> [Exercise brief]: Run through the data and copy out every line that mentions the word "fabs".

-------- Record set --------

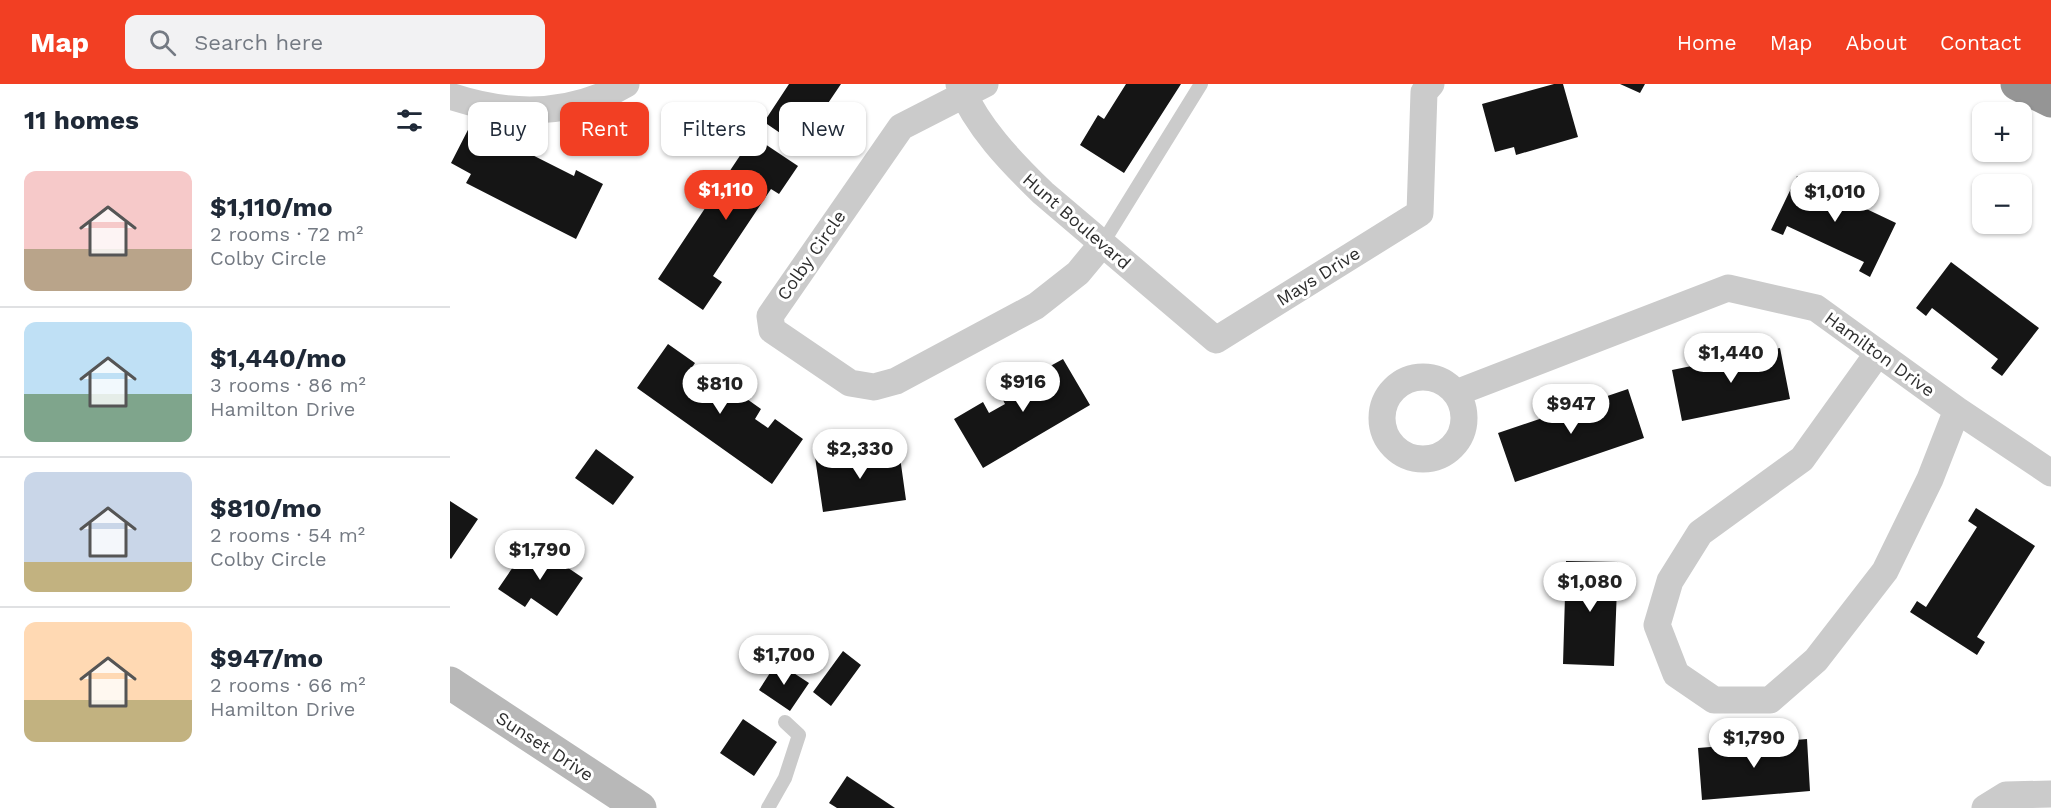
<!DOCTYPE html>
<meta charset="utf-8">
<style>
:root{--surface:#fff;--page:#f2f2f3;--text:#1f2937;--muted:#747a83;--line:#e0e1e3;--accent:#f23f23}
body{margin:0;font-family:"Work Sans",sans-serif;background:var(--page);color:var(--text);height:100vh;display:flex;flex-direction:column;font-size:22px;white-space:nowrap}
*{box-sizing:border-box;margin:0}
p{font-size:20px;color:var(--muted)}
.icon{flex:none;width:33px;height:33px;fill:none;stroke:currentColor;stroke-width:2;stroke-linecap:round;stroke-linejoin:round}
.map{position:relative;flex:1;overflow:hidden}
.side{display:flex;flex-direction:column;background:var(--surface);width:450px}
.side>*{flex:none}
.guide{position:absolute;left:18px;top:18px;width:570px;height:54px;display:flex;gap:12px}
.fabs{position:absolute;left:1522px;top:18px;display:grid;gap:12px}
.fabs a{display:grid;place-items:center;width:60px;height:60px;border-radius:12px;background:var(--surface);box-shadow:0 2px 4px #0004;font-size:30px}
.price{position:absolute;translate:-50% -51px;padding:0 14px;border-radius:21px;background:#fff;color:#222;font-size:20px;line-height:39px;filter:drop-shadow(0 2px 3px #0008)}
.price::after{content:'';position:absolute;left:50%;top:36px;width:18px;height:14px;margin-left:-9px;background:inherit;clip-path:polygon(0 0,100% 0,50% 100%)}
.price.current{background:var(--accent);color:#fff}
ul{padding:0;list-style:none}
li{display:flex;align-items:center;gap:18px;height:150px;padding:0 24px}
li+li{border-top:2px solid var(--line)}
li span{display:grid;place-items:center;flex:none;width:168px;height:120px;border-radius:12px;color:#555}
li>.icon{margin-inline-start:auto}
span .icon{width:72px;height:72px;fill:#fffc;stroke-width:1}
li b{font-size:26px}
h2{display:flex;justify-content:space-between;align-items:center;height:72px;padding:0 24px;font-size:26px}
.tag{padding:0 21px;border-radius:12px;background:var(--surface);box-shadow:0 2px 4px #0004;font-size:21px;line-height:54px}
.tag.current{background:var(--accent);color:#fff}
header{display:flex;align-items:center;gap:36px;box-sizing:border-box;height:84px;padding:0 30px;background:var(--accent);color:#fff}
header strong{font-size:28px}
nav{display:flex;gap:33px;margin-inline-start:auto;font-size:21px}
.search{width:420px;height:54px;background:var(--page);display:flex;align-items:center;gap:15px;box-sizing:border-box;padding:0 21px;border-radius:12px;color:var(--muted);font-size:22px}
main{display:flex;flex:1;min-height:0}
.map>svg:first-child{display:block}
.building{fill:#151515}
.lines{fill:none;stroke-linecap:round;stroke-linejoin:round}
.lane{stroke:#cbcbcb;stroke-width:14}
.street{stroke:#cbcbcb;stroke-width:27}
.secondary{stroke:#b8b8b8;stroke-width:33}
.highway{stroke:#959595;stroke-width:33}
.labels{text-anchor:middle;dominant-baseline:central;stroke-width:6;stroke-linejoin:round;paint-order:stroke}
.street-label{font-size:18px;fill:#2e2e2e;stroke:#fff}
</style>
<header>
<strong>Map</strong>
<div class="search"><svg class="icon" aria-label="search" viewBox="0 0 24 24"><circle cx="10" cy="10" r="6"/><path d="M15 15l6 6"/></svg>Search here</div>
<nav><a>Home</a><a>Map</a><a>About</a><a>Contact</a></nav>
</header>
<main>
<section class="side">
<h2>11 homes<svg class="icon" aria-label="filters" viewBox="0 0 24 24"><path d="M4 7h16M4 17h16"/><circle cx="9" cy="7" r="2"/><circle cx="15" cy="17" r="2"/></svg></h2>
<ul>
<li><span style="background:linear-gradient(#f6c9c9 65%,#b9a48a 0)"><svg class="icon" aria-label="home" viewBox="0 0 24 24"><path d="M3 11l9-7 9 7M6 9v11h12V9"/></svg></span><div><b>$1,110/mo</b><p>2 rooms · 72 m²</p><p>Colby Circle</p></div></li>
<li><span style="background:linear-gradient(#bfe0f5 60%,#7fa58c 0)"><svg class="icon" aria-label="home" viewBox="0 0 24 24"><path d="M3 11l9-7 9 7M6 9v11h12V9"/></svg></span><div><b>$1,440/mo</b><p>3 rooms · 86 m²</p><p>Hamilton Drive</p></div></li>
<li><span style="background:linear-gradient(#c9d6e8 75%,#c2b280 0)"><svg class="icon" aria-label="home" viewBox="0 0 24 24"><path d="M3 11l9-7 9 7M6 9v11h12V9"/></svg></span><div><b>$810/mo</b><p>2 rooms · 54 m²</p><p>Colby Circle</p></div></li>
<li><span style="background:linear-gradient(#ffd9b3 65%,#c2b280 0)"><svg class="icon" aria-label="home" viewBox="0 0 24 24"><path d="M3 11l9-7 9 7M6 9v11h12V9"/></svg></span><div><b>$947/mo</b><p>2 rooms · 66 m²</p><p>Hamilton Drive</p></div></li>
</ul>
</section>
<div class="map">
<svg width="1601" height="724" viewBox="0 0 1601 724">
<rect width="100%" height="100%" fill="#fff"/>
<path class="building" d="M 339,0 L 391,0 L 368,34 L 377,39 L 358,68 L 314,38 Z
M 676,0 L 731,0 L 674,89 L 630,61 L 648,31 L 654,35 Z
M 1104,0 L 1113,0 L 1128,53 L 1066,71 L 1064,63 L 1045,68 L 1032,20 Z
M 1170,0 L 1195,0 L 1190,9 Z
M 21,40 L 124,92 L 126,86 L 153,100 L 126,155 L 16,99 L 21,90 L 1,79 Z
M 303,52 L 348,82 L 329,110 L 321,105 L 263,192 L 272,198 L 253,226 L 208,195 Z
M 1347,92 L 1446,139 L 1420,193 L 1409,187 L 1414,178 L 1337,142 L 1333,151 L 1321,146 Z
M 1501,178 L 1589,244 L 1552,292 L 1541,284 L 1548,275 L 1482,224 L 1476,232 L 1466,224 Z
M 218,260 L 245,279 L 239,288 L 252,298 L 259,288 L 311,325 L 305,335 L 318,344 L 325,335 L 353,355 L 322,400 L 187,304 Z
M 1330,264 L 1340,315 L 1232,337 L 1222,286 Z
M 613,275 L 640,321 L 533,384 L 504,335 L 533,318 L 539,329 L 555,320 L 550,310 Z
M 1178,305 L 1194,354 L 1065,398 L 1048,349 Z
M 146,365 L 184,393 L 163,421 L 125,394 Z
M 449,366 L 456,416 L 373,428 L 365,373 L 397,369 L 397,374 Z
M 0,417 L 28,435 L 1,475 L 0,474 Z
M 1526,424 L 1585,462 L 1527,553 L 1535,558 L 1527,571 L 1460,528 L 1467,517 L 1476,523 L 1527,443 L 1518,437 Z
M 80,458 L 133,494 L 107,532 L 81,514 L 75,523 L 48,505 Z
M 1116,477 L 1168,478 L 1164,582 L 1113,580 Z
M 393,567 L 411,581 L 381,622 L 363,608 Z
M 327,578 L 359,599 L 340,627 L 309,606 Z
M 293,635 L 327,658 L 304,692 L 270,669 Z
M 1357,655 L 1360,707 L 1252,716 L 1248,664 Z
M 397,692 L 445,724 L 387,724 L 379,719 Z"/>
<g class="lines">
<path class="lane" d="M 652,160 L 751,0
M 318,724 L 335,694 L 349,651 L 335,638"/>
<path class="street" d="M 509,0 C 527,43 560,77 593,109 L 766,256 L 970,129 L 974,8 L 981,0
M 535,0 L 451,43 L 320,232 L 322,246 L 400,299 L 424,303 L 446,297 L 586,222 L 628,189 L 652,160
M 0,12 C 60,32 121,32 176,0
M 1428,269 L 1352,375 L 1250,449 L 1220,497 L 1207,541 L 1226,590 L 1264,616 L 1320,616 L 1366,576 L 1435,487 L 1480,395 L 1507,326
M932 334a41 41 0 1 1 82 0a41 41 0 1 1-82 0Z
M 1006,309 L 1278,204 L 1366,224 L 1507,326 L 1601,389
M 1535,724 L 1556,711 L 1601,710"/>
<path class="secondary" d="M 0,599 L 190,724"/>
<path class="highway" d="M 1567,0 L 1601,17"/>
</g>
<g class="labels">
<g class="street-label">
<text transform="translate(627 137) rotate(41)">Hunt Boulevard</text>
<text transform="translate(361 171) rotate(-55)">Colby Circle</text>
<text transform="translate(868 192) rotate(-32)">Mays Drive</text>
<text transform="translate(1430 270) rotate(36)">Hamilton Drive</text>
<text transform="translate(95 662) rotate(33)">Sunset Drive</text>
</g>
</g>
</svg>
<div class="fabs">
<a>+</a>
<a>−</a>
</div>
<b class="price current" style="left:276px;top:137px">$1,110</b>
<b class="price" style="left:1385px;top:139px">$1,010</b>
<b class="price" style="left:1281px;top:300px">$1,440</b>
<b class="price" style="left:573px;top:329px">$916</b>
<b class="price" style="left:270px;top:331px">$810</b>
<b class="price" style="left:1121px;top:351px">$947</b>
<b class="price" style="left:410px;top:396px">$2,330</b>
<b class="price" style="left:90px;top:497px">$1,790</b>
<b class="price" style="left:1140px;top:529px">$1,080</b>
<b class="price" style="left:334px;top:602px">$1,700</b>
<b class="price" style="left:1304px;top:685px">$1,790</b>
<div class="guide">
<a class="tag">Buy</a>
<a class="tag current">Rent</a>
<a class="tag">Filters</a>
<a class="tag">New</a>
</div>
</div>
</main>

--------

> [Finished task]:
.fabs{position:absolute;left:1522px;top:18px;display:grid;gap:12px}
.fabs a{display:grid;place-items:center;width:60px;height:60px;border-radius:12px;background:var(--surface);box-shadow:0 2px 4px #0004;font-size:30px}
<div class="fabs">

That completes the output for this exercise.